* WORK INSTRUCTION *
Find the line with "Instruction: Extract the" in the data below, then restate it and all remaining lines exactly, adding nothing.

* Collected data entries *
# # # #

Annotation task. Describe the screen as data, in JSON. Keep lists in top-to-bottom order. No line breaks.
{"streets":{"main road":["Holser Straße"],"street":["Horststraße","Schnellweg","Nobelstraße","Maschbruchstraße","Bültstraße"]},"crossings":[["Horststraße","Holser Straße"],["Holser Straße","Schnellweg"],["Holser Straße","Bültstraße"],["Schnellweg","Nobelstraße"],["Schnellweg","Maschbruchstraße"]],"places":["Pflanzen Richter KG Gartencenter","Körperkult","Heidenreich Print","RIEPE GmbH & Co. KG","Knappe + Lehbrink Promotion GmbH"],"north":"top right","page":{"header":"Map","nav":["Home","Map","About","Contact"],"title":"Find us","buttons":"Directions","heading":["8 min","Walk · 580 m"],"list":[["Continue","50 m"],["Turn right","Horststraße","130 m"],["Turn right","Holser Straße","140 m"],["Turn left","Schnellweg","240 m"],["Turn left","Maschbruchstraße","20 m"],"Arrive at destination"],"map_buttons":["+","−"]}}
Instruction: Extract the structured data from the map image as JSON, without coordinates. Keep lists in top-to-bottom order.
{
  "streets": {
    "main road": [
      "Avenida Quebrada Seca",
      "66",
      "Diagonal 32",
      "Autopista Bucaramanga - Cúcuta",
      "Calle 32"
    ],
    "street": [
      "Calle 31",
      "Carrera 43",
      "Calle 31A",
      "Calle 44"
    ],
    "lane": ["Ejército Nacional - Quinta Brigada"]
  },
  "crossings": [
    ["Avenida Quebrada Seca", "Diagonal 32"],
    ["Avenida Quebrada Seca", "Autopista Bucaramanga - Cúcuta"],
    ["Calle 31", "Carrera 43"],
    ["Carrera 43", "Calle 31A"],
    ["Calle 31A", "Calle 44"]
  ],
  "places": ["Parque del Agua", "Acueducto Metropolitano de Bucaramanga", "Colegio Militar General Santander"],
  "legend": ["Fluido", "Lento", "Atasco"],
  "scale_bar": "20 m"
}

# # # #

* WORKED SOLUTION *
Instruction: Extract the structured data from the map image as JSON, without coordinates. Keep lists in top-to-bottom order.
{
  "streets": {
    "main road": [
      "Avenida Quebrada Seca",
      "66",
      "Diagonal 32",
      "Autopista Bucaramanga - Cúcuta",
      "Calle 32"
    ],
    "street": [
      "Calle 31",
      "Carrera 43",
      "Calle 31A",
      "Calle 44"
    ],
    "lane": ["Ejército Nacional - Quinta Brigada"]
  },
  "crossings": [
    ["Avenida Quebrada Seca", "Diagonal 32"],
    ["Avenida Quebrada Seca", "Autopista Bucaramanga - Cúcuta"],
    ["Calle 31", "Carrera 43"],
    ["Carrera 43", "Calle 31A"],
    ["Calle 31A", "Calle 44"]
  ],
  "places": ["Parque del Agua", "Acueducto Metropolitano de Bucaramanga", "Colegio Militar General Santander"],
  "legend": ["Fluido", "Lento", "Atasco"],
  "scale_bar": "20 m"
}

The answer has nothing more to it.